I awoke this morning and I was eagerly anticipating a visit with a close friend, one whom I had not seen in awhile. I had not visited this dear friend of mine this time of year, so I was a little concerned that I may not identify her. I was hoping that she would recognize me and would draw me to her. Her name is Valeriana arizonica, and she is a beautiful plant that grows along the creeks of the Gila wilderness. Not far from my home in Gila, there is a creek that I visit often and it has grown to be a very special place to me. She lives here and she welcomes me when I come, like an old friend.
Arriving at the trail head I was relieved to see that I was alone. I love arriving at the trail to discover that there are no other cars indicating that other humans may be ahead of me. Sometimes I feel that my expectations and desires to want to be alone in the wild are a little selfish. Today I needed a day off from talking with humans, from discussing things, and instead I needed a day of listening and conversing with the wild. I need it to feel alive.
She lives a little way up the creek and the farther that you walk you will discover that she grows more abundantly. You need to give a little to see her. She will not reveal herself if you are not ready and you fail to approach her with the right intentions. She knows. I kept walking and I felt that she was near. It is winter, so I questioned whether any part of her would be visible above ground. Then, I recognized her beside the creek on a shadowy, moist hillside where she loves to make her home. Her leaves were still green, but were not vibrant like they are in the spring and summer, but rather tired and wilted. I still was a little unsure of her identity because of the condition of her leaves. I then remembered something important that the plants and the animals had taught me. They remind me to speak to them because they are alive. I asked her to show herself to me and to give me the assurance that I needed. I sat. I felt her leaves. They were the right shape and they grew in the right way. I pulled back the dried and fallen leaves from the ground around her. I need not mistaken her for somebody else. I dug back the moist soil to expose her roots. It was clear then that it was she. She has a main root that grows along the top of the soil, with many long smaller roots extending downward from the main root. She has this scent that identifies her. The aroma that she exudes has become so familiar to me.

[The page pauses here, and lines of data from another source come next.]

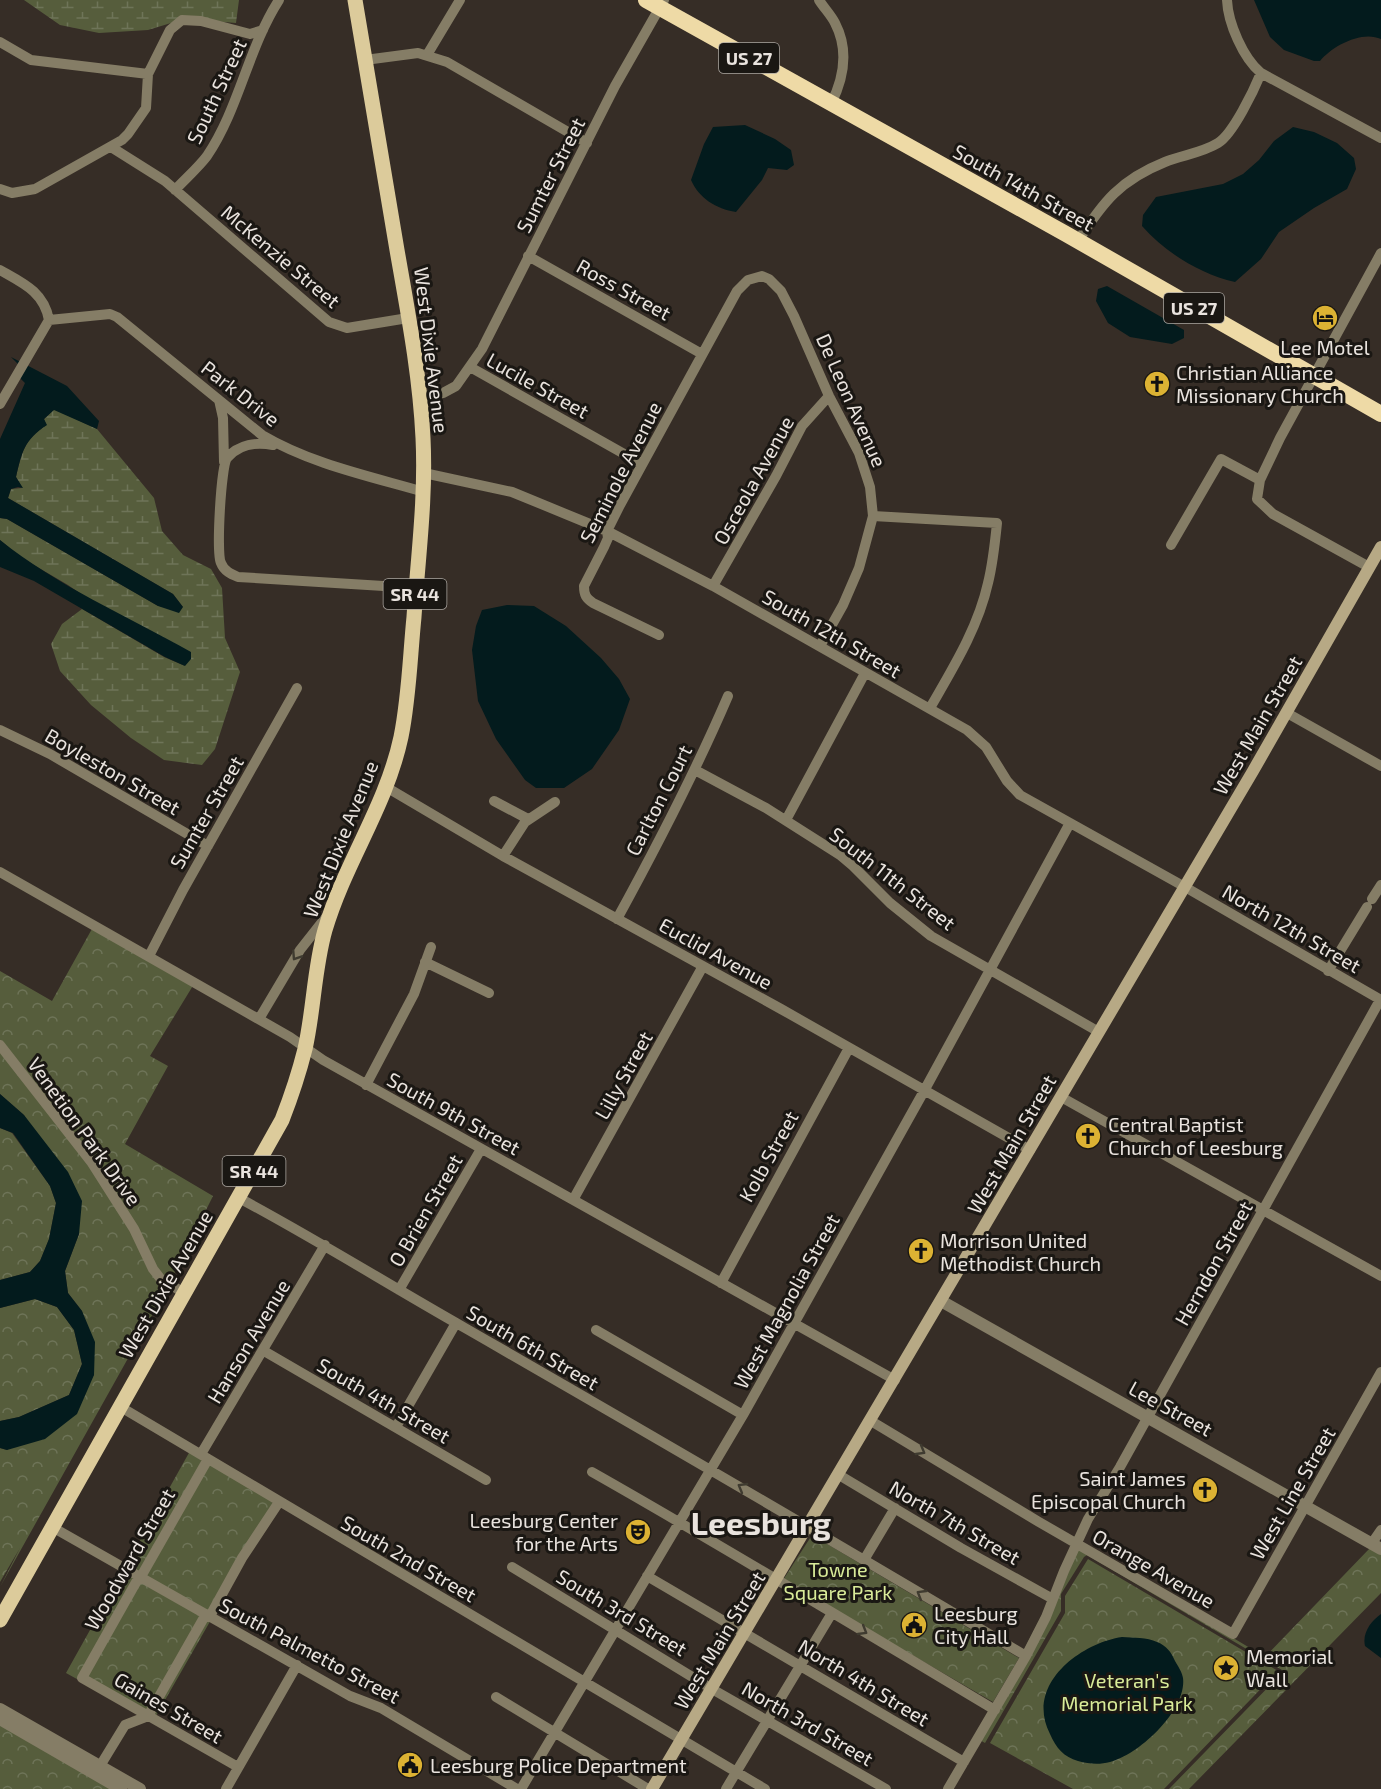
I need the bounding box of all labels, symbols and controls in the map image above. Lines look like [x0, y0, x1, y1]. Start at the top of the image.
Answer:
street label: South Street [181, 34, 251, 147]
road number: US 27 [719, 43, 779, 73]
street label: Sumter Street [511, 113, 589, 237]
street label: South 14th Street [949, 138, 1099, 236]
street label: McKenzie Street [217, 200, 345, 313]
street label: Ross Street [573, 253, 676, 325]
street label: West Dixie Avenue [410, 266, 454, 434]
road number: US 27 [1164, 293, 1224, 323]
hotel icon: Lee Motel [1310, 303, 1340, 333]
street label: De Leon Avenue [812, 330, 892, 470]
place label: Lee Motel [1280, 335, 1370, 359]
street label: Lucile Street [483, 347, 594, 423]
street label: Park Drive [197, 355, 285, 431]
place label: Christian Alliance Missionary Church [1176, 360, 1344, 407]
church icon: Christian Alliance Missionary Church [1142, 369, 1172, 399]
street label: Seminole Avenue [574, 397, 666, 547]
street label: Osceola Avenue [708, 412, 798, 548]
road number: SR 44 [384, 579, 446, 609]
street label: South 12th Street [758, 584, 906, 683]
street label: West Main Street [1207, 651, 1307, 799]
street label: Boyleston Street [41, 723, 185, 820]
street label: Carlton Court [620, 740, 696, 859]
street label: Sumter Street [164, 751, 248, 873]
street label: West Dixie Avenue [298, 757, 382, 921]
street label: South 11th Street [825, 821, 961, 935]
street label: North 12th Street [1219, 879, 1366, 977]
street label: Euclid Avenue [655, 912, 777, 994]
one-way arrow [292, 949, 303, 960]
street label: Lilly Street [589, 1026, 657, 1123]
street label: Venetion Park Drive [23, 1052, 147, 1210]
street label: South 9th Street [383, 1067, 525, 1160]
street label: West Main Street [961, 1070, 1061, 1218]
street label: Kolb Street [733, 1106, 803, 1206]
place label: Central Baptist Church of Leesburg [1108, 1112, 1283, 1159]
church icon: Central Baptist Church of Leesburg [1073, 1121, 1103, 1151]
street label: O Brien Street [383, 1149, 467, 1270]
road number: SR 44 [222, 1156, 286, 1186]
street label: Herndon Street [1169, 1196, 1257, 1329]
street label: West Dixie Avenue [113, 1206, 217, 1362]
street label: West Magnolia Street [728, 1209, 844, 1393]
place label: Morrison United Methodist Church [940, 1228, 1101, 1275]
church icon: Morrison United Methodist Church [906, 1236, 936, 1266]
street label: Hanson Avenue [202, 1275, 294, 1407]
street label: South 6th Street [463, 1300, 604, 1395]
street label: South 4th Street [313, 1352, 455, 1448]
street label: Lee Street [1125, 1375, 1217, 1441]
street label: West Line Street [1244, 1422, 1340, 1564]
one-way arrow [915, 1443, 925, 1455]
place label: Saint James Episcopal Church [1031, 1466, 1186, 1513]
street label: North 7th Street [885, 1475, 1025, 1569]
church icon: Saint James Episcopal Church [1190, 1475, 1220, 1505]
one-way arrow [737, 1483, 748, 1495]
street label: Woodward Street [79, 1484, 179, 1634]
district label: Leesburg [691, 1503, 832, 1541]
place label: Leesburg Center for the Arts [470, 1508, 618, 1555]
street label: South 2nd Street [337, 1510, 481, 1607]
theatre icon: Leesburg Center for the Arts [623, 1517, 653, 1547]
street label: Orange Avenue [1089, 1523, 1219, 1613]
park label: Towne Square Park [784, 1557, 892, 1604]
street label: South 3rd Street [552, 1564, 692, 1661]
street label: West Main Street [668, 1566, 770, 1713]
one-way arrow [917, 1590, 927, 1601]
street label: South Palmetto Street [216, 1592, 405, 1708]
place label: Leesburg City Hall [934, 1601, 1018, 1648]
public building icon: Leesburg City Hall [899, 1610, 929, 1640]
one-way arrow [857, 1624, 867, 1636]
street label: North 4th Street [794, 1633, 934, 1731]
place label: Memorial Wall [1246, 1644, 1333, 1691]
place icon: Memorial Wall [1211, 1653, 1241, 1683]
street label: Gaines Street [111, 1666, 228, 1748]
park label: Veteran's Memorial Park [1061, 1668, 1193, 1715]
street label: North 3rd Street [738, 1676, 878, 1770]
public building icon: Leesburg Police Department [395, 1750, 425, 1780]
place label: Leesburg Police Department [430, 1753, 687, 1777]

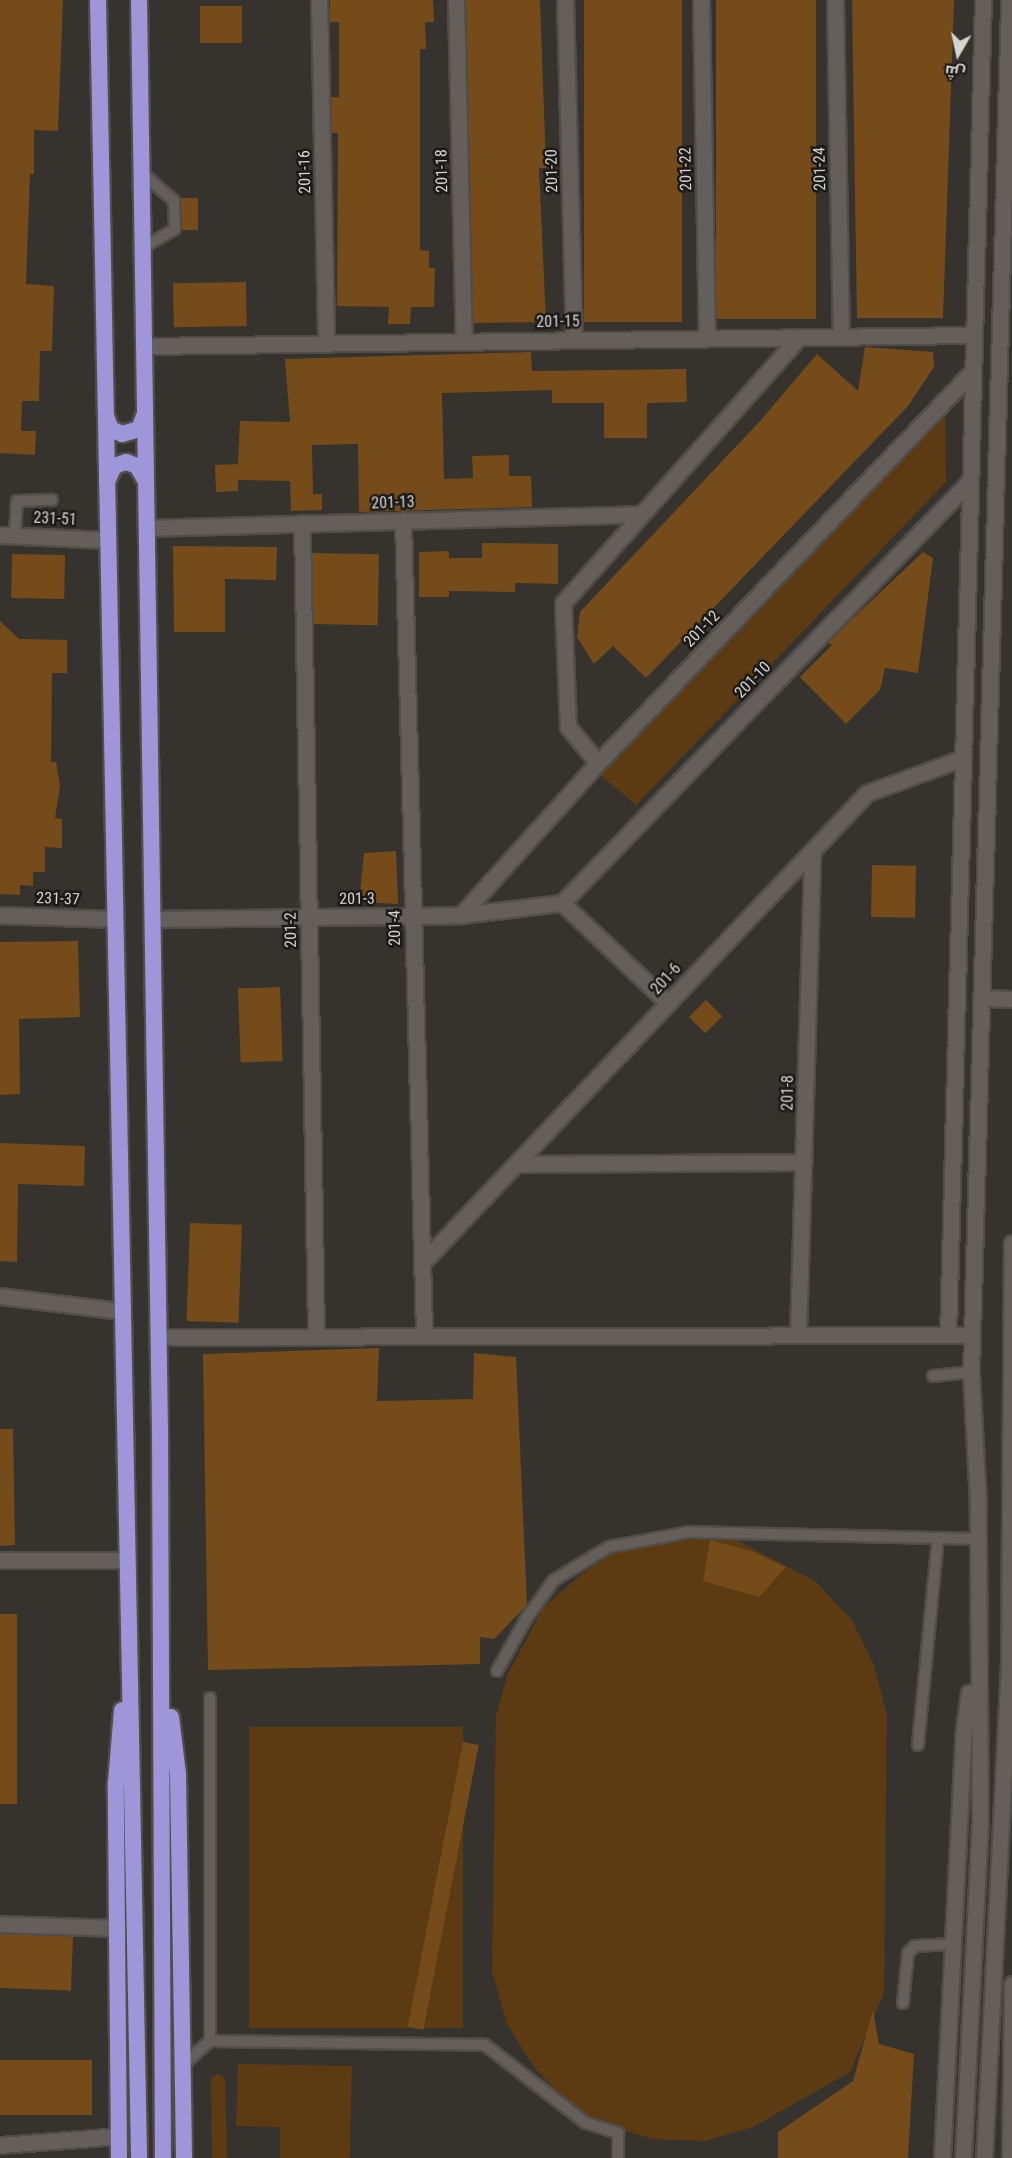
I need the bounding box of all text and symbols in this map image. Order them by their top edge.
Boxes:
north arrow [928,24,988,84]
text: ش [943,61,967,83]
street label: 201-22 [676,147,696,191]
street label: 201-24 [810,147,830,191]
street label: 201-18 [432,149,452,193]
street label: 201-20 [542,149,562,193]
street label: 201-16 [295,150,315,194]
street label: 201-15 [536,312,580,332]
street label: 201-13 [371,493,415,513]
street label: 231-51 [33,508,77,530]
street label: 201-12 [680,607,724,651]
street label: 201-10 [731,658,775,702]
street label: 231-37 [36,889,80,909]
street label: 201-3 [339,889,375,909]
street label: 201-4 [385,910,405,946]
street label: 201-2 [281,912,301,948]
street label: 201-6 [647,959,685,999]
street label: 201-8 [778,1075,798,1111]

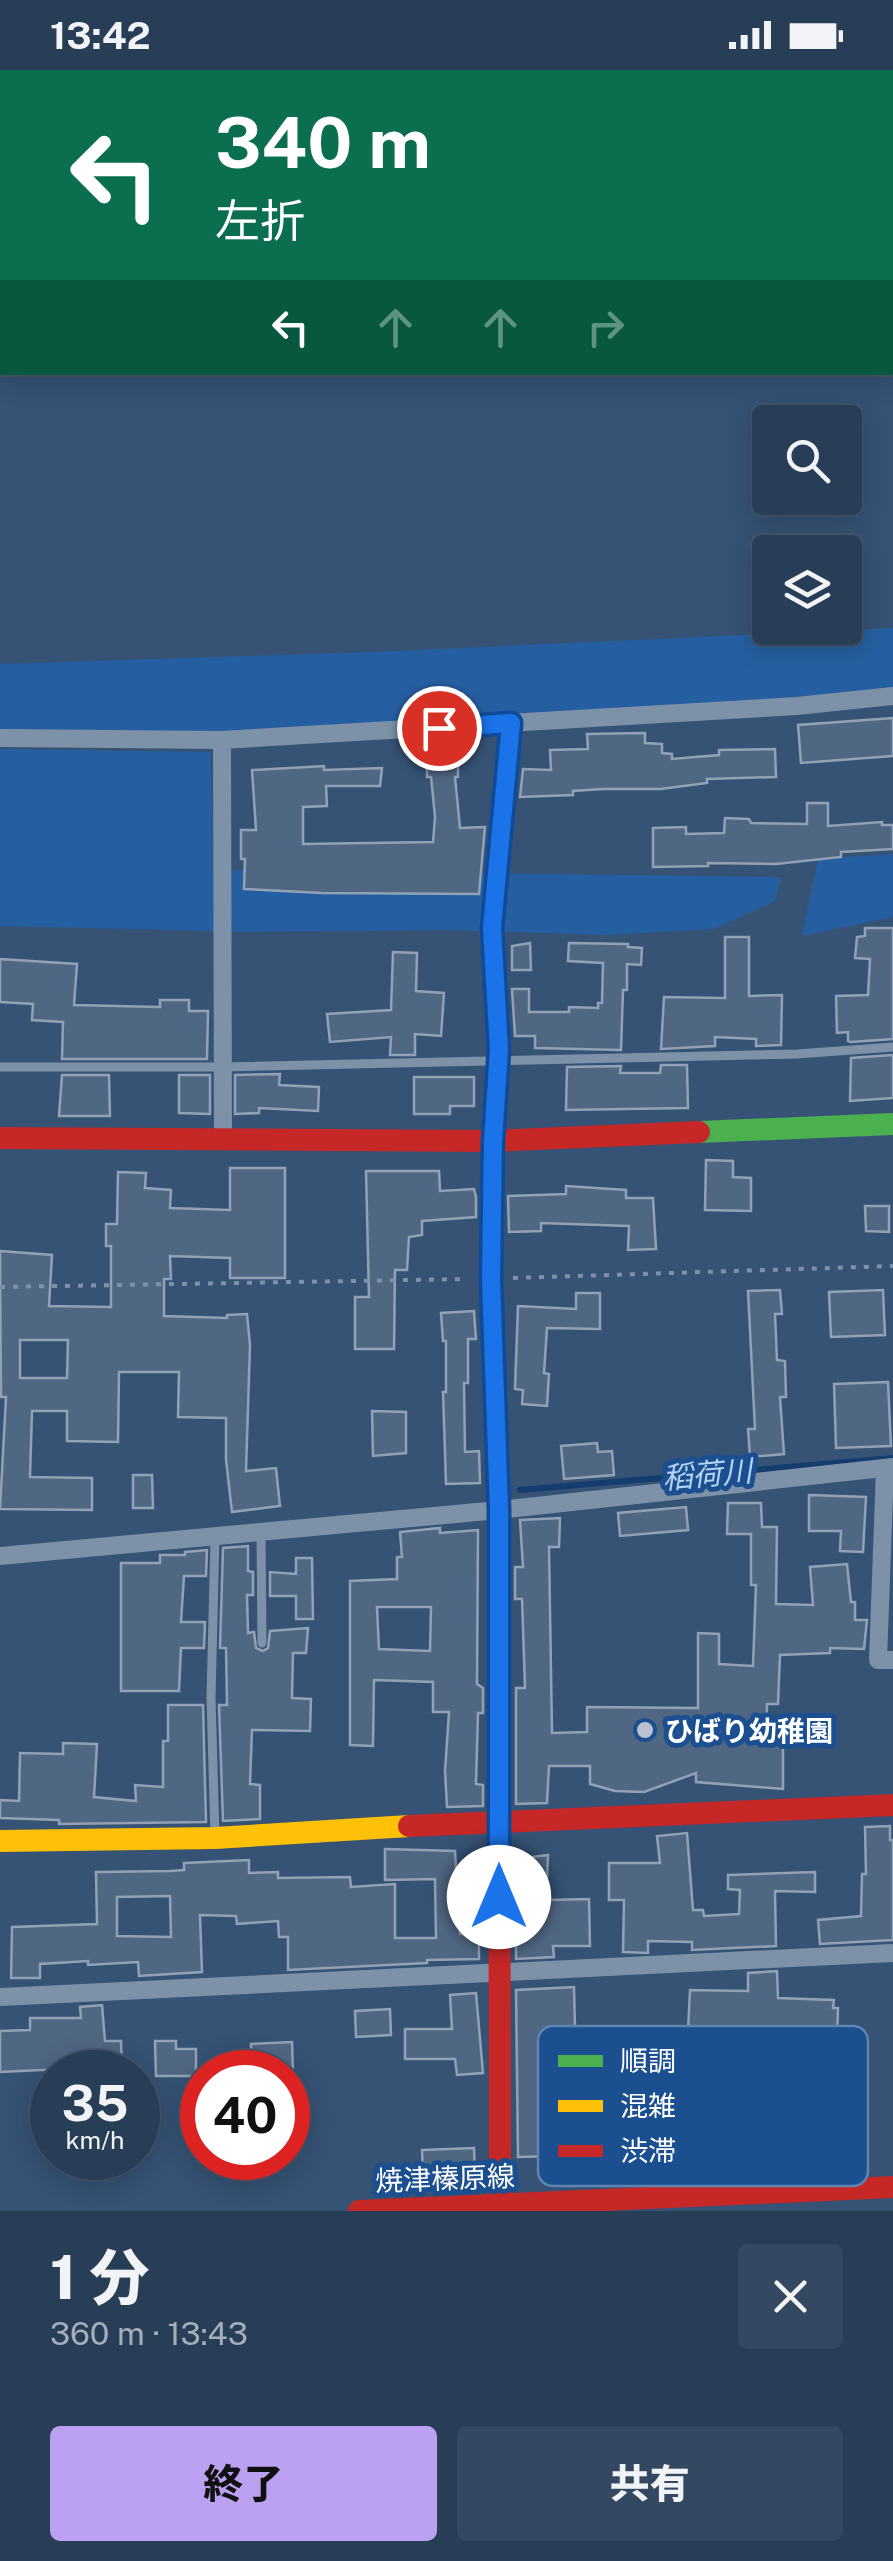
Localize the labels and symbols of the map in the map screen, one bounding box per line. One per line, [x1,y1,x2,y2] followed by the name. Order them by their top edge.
[397,686,482,771] pin
[661,1452,756,1496] water label: 稻荷川
[665,1714,833,1747] place label: ひばり幼稚園
[634,1719,656,1741] marker: ひばり幼稚園
[447,1845,551,1949] position arrow
[538,2026,868,2186] legend
[620,2044,676,2077] text: 順調
[180,2050,310,2180] speed limit sign: 40
[620,2089,676,2122] text: 混雑
[620,2134,676,2167] text: 渋滞
[374,2159,516,2197] street label: 焼津榛原線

One of the reasons for venturing up the creek to visit her today was to ask for her help as I always do. She is medicine. I ask and she offers herself so graciously. I sit on the damp earth, the creek singing to me, and carefully and respectfully collect what I feel is right. She lets me know when I have gathered enough. It is a cold day in the canyon and I hear no birds joining the creek in its song. Time is not a factor when you sit like this. Eventually, I knew that I had collected the perfect amount for that time and day and moment. I needed to say goodbye and offer my thanks.
I bundled up for my walk back to the car. Canyons in the Gila during the winter can be shadowy and cold, but wonderfully quiet and still. I arrived at my car about fifteen minutes before sunset, so naturally I needed to stay to watch the sun settle down behind the horizon in the west. Colors danced in the sky and I gave thanks.